(Your assignment) Each line of the records that includes "water" should be found and copied.

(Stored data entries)
#####

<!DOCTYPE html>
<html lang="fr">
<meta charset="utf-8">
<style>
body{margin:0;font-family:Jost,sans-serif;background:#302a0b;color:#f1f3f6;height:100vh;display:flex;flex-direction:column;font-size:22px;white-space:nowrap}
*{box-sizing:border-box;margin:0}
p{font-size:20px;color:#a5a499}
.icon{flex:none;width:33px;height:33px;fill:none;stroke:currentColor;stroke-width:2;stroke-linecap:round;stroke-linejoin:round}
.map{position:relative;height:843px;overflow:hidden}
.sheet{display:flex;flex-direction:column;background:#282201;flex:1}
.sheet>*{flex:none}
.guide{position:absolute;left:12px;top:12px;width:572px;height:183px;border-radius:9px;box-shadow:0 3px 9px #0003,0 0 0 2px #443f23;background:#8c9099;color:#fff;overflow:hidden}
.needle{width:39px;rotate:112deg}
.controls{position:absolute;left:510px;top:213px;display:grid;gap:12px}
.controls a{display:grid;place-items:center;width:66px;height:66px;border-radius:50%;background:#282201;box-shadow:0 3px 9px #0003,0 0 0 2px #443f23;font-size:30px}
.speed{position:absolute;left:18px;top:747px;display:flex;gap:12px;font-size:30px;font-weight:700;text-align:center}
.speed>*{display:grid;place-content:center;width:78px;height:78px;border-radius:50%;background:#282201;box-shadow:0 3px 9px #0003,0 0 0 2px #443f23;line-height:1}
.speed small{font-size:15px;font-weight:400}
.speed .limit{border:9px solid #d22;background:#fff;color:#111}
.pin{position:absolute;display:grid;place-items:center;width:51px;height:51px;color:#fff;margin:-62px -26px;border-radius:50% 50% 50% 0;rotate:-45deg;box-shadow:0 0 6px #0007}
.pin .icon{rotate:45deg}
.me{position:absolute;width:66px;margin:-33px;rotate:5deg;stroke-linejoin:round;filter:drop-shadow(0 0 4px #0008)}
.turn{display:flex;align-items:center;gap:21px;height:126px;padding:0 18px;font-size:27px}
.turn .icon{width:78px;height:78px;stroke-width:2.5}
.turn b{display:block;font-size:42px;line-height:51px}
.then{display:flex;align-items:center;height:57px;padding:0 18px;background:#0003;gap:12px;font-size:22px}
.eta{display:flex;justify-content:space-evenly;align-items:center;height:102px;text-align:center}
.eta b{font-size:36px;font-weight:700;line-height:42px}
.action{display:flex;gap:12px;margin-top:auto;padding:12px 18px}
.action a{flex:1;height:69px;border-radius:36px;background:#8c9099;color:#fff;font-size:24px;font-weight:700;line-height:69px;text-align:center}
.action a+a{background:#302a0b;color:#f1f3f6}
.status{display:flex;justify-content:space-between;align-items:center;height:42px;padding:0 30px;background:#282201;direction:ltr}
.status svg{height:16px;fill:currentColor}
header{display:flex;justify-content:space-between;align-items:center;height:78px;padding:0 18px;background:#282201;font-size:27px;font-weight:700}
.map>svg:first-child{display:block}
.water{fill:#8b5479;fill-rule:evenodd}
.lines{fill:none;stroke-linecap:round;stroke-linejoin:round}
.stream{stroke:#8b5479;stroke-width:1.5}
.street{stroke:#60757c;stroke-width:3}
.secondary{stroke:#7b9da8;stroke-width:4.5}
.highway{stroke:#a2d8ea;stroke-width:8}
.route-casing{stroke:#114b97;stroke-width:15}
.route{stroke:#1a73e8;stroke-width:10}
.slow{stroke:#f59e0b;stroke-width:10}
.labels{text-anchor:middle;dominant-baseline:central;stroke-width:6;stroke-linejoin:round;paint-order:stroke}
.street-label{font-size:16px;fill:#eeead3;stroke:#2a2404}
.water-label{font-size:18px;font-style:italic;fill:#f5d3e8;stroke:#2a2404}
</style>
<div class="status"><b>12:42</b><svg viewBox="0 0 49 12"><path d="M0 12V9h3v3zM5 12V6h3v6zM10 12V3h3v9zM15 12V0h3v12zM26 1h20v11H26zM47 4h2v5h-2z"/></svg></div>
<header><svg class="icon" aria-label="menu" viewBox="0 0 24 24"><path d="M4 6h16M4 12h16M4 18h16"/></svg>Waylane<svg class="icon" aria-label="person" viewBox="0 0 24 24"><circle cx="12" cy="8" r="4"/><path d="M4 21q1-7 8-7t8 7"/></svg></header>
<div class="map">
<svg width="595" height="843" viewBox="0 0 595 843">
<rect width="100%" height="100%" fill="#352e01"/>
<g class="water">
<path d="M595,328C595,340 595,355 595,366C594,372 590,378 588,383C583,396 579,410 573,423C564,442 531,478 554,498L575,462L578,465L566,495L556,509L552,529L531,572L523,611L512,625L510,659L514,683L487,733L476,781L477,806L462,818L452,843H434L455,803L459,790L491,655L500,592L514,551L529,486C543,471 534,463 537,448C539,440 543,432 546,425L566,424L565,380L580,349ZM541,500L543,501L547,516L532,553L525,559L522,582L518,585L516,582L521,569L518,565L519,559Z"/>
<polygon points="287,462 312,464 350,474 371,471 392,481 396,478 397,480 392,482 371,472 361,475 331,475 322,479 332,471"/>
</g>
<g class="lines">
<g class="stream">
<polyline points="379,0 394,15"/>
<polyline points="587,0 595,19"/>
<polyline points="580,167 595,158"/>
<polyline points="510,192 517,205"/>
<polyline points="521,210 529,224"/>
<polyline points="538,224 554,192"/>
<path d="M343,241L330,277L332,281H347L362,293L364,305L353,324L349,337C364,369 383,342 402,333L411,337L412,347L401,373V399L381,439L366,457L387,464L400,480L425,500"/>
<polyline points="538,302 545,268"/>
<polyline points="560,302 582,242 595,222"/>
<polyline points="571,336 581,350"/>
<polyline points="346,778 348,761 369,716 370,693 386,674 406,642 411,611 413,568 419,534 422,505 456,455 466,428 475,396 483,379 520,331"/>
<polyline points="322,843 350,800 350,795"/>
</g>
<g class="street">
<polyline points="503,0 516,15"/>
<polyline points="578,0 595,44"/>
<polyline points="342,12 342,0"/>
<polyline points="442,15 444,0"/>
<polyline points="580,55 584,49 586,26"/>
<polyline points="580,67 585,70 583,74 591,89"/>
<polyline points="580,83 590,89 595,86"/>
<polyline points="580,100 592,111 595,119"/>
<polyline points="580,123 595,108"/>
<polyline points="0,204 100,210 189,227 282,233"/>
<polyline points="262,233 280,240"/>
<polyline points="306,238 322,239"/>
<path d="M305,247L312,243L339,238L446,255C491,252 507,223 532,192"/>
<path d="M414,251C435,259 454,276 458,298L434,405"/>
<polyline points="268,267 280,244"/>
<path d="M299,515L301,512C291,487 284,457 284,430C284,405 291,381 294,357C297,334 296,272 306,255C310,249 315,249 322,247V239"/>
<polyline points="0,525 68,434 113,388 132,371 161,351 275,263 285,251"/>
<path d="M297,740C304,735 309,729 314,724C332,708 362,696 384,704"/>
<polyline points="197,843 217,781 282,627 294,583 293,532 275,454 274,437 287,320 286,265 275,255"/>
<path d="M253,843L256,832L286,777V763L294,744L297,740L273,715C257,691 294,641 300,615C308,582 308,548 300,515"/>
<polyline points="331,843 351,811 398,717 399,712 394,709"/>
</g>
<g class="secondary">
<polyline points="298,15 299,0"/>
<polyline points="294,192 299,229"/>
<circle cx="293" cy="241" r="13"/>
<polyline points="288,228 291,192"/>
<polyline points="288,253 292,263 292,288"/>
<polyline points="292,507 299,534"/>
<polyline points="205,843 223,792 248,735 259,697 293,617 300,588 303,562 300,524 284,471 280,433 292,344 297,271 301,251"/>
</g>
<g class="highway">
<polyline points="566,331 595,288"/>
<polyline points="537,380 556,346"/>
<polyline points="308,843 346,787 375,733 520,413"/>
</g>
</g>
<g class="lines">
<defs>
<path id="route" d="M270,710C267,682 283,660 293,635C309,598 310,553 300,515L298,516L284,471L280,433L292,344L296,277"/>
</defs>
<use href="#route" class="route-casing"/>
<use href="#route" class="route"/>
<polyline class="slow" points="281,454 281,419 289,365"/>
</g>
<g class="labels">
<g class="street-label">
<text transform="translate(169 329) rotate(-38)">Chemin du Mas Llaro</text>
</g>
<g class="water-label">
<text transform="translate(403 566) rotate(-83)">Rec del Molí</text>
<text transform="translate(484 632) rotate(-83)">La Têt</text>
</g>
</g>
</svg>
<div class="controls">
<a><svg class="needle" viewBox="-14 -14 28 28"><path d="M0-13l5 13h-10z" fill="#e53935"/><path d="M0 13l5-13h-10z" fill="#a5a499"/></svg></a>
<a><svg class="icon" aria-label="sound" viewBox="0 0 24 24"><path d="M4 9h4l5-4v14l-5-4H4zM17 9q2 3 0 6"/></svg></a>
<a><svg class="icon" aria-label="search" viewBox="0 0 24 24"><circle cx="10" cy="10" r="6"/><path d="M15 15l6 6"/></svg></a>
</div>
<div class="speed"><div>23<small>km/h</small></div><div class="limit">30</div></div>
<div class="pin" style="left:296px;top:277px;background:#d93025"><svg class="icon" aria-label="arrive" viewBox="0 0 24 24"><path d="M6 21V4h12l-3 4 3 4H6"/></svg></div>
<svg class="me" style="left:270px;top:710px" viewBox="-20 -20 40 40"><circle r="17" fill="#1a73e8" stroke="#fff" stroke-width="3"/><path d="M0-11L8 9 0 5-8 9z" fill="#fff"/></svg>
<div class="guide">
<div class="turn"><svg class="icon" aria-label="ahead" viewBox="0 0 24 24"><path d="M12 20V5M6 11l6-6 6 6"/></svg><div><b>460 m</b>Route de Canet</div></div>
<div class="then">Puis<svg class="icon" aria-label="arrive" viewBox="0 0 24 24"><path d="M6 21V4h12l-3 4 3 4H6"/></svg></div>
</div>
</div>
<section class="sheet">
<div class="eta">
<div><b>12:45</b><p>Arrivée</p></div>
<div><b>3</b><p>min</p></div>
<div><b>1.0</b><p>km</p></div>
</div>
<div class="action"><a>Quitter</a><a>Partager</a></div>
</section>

#####

(Output for this task)
.water{fill:#8b5479;fill-rule:evenodd}
.water-label{font-size:18px;font-style:italic;fill:#f5d3e8;stroke:#2a2404}
<g class="water">
<g class="water-label">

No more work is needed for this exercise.